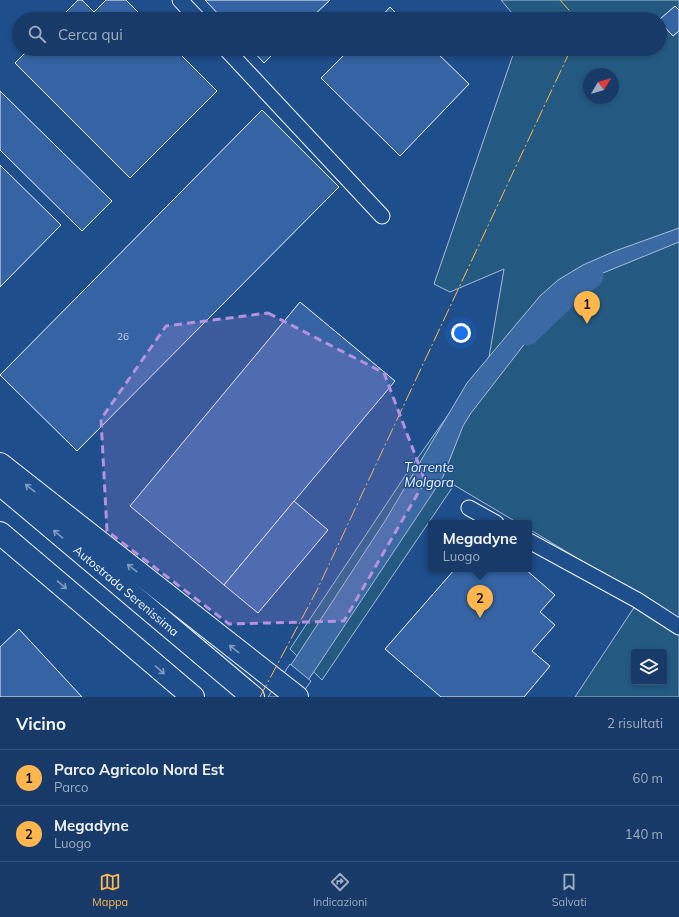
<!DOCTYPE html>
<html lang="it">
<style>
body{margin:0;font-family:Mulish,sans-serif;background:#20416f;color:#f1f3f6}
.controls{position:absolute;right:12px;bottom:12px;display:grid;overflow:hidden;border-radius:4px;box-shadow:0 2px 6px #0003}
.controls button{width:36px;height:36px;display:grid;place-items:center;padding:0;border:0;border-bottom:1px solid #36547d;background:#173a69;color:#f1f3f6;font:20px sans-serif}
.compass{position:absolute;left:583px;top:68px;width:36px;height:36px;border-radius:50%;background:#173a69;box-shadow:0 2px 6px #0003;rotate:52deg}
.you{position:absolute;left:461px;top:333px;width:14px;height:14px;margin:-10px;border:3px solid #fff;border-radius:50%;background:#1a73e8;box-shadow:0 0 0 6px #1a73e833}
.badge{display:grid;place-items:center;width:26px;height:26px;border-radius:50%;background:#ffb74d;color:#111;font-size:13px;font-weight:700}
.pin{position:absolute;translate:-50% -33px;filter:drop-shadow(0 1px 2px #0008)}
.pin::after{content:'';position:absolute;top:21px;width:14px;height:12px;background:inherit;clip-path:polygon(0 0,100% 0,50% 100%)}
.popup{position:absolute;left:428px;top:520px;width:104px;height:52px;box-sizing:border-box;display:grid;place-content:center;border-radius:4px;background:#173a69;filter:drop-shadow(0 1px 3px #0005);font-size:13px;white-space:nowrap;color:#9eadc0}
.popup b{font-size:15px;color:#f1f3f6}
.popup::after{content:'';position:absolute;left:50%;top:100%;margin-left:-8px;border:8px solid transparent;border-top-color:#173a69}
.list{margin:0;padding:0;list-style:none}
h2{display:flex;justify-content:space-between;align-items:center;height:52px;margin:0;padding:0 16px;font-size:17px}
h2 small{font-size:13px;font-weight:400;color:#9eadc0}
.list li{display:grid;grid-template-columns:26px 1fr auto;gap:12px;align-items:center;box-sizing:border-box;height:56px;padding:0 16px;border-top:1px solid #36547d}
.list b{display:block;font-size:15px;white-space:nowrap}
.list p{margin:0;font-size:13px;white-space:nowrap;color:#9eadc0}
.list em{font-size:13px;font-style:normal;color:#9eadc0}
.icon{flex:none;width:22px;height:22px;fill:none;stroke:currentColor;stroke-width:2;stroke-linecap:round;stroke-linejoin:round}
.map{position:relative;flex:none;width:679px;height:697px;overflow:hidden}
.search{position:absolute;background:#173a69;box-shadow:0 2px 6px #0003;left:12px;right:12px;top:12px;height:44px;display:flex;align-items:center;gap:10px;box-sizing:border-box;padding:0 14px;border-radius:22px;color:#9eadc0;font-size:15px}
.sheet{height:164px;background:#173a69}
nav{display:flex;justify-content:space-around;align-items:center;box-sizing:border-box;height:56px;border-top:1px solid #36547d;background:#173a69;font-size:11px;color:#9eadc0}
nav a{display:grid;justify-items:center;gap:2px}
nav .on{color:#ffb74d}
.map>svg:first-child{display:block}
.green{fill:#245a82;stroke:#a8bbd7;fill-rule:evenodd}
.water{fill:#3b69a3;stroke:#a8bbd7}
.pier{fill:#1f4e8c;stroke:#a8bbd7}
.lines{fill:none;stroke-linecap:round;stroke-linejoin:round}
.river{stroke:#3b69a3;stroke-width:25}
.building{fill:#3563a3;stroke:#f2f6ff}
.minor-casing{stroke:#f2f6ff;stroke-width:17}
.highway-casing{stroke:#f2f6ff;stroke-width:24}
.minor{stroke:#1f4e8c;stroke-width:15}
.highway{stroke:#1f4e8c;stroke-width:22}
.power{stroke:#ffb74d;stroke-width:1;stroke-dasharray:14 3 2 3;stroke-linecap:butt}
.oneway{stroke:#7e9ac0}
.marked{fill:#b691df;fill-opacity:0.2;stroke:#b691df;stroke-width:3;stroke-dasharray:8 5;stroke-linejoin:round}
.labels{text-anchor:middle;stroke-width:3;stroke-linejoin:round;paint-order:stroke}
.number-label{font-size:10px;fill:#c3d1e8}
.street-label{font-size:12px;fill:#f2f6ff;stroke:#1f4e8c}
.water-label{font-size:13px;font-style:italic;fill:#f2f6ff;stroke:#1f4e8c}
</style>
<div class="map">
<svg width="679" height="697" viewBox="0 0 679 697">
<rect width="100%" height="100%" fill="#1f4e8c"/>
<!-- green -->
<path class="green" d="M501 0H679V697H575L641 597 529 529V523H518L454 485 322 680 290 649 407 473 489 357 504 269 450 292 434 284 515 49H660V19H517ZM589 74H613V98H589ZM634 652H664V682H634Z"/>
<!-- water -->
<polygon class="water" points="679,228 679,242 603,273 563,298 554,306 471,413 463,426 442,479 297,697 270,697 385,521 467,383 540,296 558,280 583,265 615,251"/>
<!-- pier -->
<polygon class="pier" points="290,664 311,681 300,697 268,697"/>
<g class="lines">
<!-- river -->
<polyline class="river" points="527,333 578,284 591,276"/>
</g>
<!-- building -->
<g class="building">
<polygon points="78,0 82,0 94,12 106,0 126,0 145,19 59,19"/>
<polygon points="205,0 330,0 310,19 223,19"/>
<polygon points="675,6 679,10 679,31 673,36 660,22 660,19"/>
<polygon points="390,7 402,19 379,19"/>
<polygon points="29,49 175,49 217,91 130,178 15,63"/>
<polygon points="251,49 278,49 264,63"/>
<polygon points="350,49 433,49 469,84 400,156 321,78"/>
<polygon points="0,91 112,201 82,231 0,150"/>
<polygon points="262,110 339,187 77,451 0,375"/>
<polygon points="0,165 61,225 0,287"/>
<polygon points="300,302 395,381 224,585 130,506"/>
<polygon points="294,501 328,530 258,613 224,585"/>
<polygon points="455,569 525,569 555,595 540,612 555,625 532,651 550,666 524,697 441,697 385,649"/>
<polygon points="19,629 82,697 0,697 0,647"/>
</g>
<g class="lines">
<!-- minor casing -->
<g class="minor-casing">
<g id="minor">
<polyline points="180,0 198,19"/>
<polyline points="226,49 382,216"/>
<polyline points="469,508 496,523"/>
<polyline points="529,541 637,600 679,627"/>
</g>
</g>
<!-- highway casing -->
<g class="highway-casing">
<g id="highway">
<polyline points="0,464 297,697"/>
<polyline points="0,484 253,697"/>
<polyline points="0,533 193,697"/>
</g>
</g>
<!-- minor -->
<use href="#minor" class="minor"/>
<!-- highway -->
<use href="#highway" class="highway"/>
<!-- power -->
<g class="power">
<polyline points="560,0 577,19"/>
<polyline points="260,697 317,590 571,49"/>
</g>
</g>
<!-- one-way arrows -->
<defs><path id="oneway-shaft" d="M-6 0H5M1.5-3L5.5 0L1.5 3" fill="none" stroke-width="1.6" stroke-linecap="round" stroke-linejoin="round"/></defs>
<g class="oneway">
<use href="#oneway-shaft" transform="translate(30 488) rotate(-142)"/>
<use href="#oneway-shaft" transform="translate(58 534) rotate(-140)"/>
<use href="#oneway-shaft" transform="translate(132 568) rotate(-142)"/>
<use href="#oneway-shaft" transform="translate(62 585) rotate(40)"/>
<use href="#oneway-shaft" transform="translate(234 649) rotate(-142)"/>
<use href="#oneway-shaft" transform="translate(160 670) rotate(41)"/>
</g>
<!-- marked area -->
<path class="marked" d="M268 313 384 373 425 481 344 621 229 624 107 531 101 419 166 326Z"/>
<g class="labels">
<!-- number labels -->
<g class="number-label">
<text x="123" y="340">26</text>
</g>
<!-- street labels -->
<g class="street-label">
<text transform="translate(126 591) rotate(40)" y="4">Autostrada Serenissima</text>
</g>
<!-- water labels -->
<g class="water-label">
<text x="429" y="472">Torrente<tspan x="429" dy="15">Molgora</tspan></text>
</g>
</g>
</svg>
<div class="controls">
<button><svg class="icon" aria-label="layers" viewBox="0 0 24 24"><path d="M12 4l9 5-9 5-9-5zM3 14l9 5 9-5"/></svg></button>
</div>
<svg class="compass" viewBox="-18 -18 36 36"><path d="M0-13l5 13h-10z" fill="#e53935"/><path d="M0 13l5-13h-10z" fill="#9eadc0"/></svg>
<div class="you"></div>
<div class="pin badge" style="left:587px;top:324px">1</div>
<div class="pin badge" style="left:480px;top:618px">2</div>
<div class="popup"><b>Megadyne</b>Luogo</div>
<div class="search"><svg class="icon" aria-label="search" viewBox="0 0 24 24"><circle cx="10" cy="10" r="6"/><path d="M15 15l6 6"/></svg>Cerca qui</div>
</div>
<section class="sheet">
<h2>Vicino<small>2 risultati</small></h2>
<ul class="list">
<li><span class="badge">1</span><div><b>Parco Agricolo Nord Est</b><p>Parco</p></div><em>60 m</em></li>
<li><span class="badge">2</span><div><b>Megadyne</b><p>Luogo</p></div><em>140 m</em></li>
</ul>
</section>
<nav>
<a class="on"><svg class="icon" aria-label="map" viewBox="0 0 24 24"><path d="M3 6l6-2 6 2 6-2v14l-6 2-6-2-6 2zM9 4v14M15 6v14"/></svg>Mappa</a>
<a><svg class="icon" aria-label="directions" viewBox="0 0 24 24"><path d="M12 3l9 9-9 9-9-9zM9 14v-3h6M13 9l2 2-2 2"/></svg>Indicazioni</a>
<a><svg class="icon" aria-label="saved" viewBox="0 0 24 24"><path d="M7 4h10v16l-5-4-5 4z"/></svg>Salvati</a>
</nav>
---
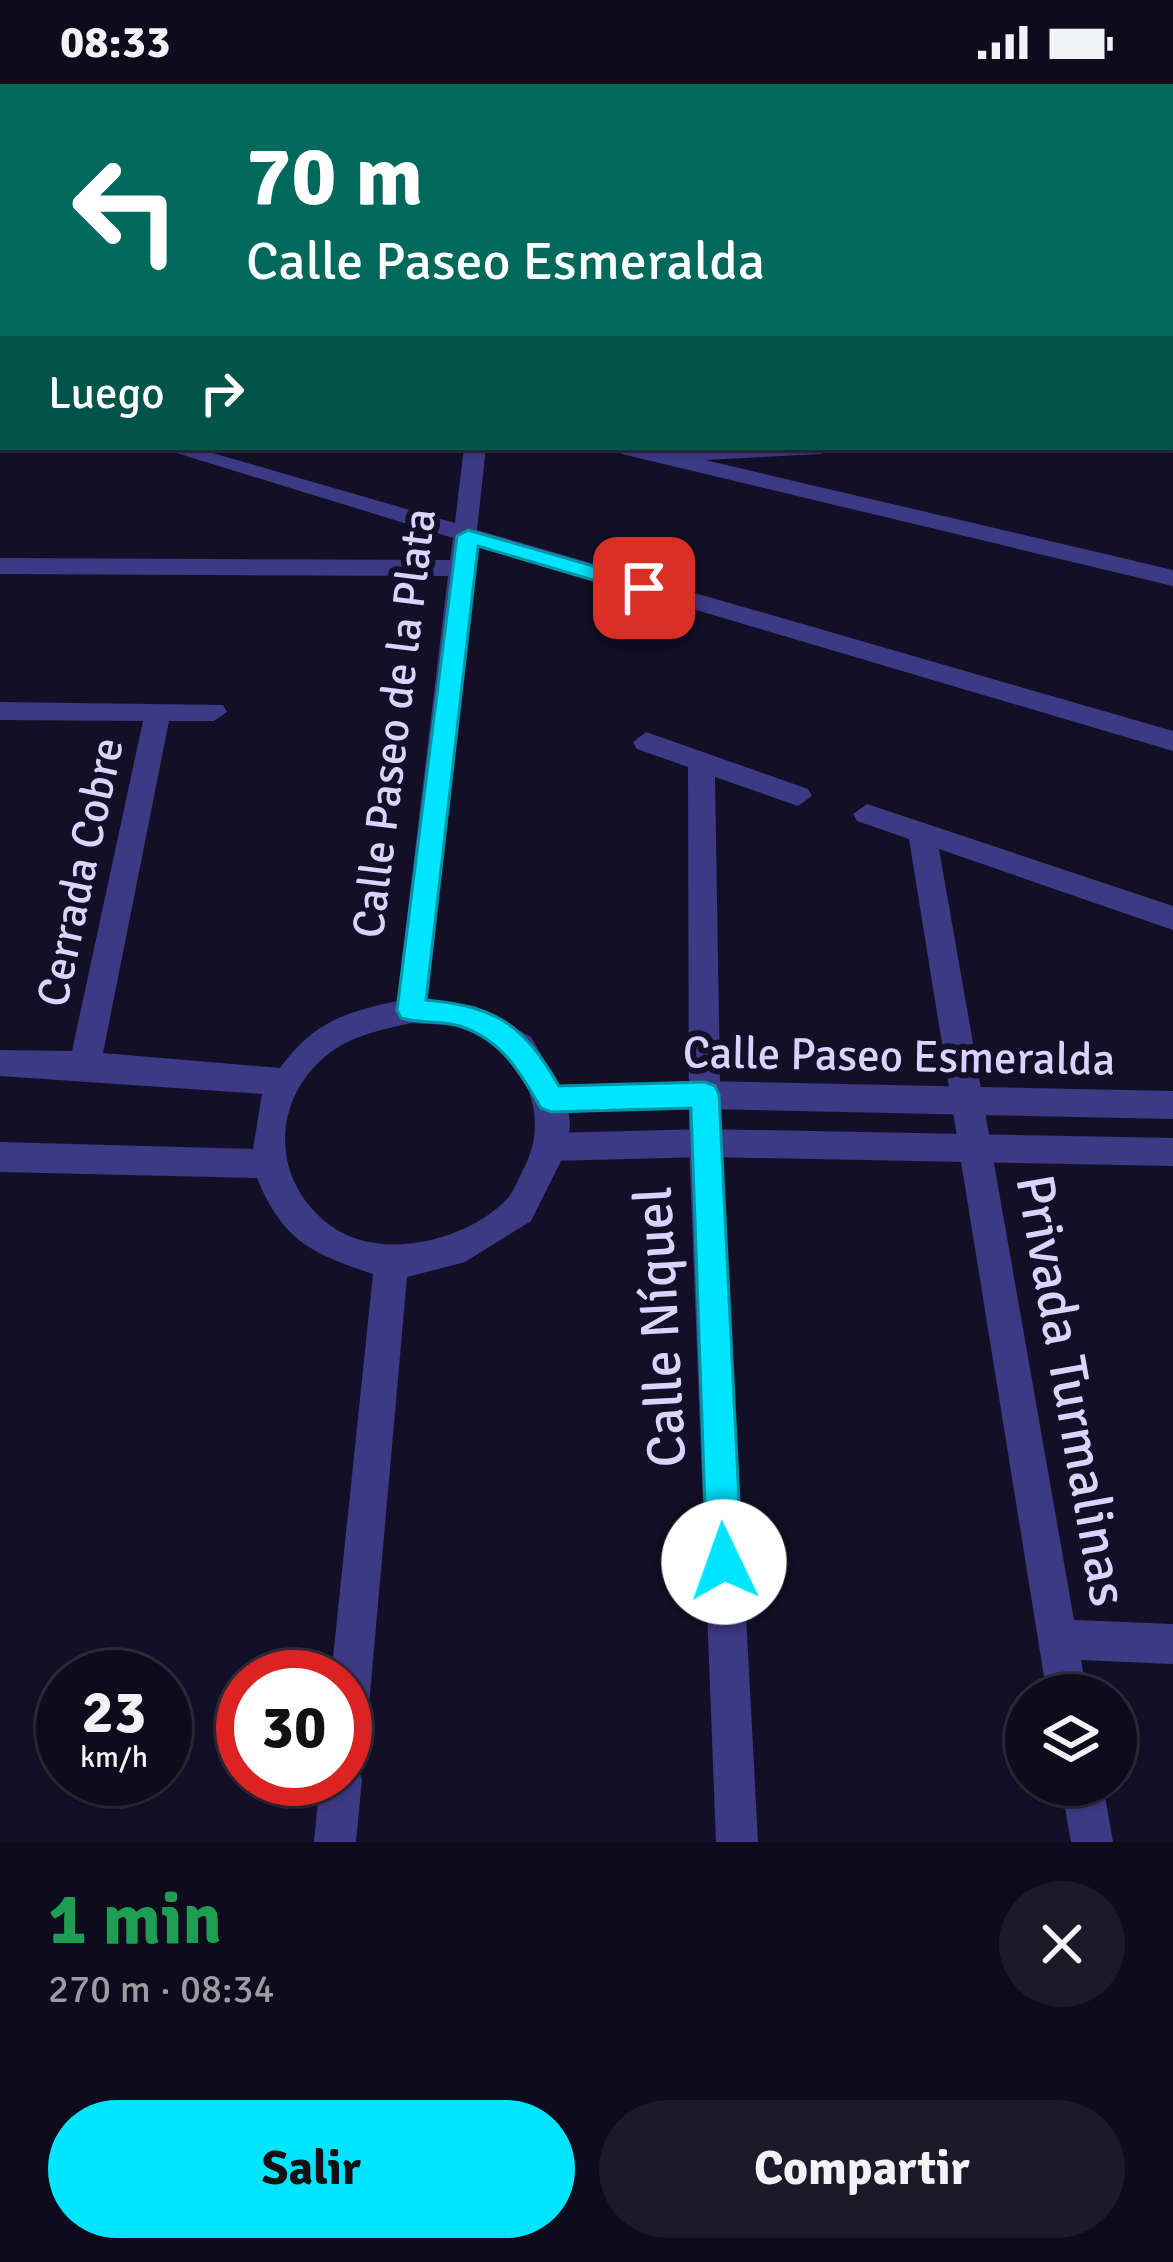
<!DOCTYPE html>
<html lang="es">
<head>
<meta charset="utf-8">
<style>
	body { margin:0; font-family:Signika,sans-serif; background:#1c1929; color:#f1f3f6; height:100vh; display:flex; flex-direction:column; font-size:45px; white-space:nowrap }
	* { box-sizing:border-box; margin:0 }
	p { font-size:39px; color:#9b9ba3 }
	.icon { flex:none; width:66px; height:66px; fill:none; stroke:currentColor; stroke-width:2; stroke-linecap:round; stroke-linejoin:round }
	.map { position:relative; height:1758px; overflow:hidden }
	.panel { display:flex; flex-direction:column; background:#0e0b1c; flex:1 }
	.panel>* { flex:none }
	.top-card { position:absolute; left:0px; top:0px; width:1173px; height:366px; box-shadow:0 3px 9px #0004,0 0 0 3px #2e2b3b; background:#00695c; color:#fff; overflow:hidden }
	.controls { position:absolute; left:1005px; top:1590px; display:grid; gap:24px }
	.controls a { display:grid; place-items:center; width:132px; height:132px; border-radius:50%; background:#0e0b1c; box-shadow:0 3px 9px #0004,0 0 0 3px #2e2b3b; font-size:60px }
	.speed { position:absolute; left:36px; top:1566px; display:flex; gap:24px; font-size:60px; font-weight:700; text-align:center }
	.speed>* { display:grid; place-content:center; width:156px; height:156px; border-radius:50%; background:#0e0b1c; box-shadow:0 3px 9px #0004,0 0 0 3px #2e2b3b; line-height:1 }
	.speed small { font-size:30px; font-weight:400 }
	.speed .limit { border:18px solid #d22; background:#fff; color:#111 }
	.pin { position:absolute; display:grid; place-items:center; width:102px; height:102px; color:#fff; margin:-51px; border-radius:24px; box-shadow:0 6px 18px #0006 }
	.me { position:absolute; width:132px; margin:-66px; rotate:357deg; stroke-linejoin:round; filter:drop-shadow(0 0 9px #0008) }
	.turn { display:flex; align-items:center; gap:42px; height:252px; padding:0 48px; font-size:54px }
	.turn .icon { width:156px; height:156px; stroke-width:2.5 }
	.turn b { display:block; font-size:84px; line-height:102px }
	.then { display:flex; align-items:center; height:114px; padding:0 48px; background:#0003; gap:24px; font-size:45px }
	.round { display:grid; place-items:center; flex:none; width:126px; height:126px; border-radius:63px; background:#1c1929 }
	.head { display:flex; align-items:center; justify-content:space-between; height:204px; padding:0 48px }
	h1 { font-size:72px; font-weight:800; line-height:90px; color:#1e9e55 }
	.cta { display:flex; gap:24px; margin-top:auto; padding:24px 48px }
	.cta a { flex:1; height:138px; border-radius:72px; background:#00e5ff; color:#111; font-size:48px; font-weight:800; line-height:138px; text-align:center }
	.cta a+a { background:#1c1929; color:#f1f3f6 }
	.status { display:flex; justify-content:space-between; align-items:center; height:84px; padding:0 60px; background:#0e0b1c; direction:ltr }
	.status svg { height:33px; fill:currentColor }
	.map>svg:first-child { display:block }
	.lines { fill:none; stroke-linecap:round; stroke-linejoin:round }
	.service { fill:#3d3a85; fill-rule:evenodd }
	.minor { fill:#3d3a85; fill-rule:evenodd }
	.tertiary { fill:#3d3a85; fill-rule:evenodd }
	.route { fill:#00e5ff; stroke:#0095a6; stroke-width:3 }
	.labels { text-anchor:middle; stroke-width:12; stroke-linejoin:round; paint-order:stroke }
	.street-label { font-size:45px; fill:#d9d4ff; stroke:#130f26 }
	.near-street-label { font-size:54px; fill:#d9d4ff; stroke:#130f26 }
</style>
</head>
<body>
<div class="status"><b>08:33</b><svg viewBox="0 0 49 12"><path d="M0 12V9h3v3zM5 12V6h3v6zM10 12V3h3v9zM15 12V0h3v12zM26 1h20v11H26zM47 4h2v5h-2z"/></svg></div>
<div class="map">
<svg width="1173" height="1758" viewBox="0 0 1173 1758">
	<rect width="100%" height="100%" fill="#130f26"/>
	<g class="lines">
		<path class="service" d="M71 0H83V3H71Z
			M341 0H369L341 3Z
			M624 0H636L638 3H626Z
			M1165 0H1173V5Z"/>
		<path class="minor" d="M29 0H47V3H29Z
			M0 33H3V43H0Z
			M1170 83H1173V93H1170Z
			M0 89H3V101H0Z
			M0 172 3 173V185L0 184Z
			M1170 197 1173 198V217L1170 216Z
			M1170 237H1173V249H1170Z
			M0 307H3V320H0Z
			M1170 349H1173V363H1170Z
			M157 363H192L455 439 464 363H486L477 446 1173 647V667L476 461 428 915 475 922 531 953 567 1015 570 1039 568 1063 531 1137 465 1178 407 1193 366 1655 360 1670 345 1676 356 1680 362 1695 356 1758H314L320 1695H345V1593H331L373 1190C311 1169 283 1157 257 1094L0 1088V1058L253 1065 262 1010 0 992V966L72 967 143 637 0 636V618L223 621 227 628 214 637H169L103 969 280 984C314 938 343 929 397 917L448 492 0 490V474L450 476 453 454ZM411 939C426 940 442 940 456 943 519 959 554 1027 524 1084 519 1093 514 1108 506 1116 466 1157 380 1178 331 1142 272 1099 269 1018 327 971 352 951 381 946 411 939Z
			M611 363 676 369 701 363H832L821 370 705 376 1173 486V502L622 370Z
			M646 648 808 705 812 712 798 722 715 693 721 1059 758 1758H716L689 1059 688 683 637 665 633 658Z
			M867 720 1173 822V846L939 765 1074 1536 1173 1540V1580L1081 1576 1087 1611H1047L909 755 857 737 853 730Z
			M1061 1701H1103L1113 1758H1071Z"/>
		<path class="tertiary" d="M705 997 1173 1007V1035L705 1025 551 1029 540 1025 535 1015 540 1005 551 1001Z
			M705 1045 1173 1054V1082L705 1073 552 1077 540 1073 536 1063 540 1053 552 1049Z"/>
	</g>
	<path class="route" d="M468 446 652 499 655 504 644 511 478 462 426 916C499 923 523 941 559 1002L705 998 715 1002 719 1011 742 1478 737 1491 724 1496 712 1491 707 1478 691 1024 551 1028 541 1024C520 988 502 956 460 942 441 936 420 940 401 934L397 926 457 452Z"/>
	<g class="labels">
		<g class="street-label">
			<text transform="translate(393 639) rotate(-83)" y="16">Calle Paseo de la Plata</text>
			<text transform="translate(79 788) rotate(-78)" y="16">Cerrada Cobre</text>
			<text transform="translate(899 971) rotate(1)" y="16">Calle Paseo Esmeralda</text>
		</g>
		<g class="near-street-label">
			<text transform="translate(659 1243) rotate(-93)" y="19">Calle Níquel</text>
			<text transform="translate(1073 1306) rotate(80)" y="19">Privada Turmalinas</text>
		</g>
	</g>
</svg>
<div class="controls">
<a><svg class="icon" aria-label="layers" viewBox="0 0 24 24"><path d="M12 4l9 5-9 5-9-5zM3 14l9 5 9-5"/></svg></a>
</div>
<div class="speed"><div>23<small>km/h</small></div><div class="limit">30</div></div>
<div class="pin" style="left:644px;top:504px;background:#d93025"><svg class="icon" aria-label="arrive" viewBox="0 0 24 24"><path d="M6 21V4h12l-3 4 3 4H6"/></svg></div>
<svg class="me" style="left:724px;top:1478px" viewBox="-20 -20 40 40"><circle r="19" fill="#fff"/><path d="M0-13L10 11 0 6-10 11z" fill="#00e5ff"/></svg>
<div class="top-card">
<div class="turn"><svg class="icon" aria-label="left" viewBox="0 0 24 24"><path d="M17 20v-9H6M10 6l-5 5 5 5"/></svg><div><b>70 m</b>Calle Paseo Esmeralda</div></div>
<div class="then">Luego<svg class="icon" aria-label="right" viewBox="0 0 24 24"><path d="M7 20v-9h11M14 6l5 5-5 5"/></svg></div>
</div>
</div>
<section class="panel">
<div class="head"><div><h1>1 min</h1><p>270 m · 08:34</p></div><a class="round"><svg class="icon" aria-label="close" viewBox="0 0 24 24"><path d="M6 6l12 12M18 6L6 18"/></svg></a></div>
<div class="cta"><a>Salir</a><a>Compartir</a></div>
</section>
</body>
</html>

→ WHAT TO DO
Tally how many lines of the records hold the word "compass". Answer with the number only.

→ PROBLEM SOLUTION
2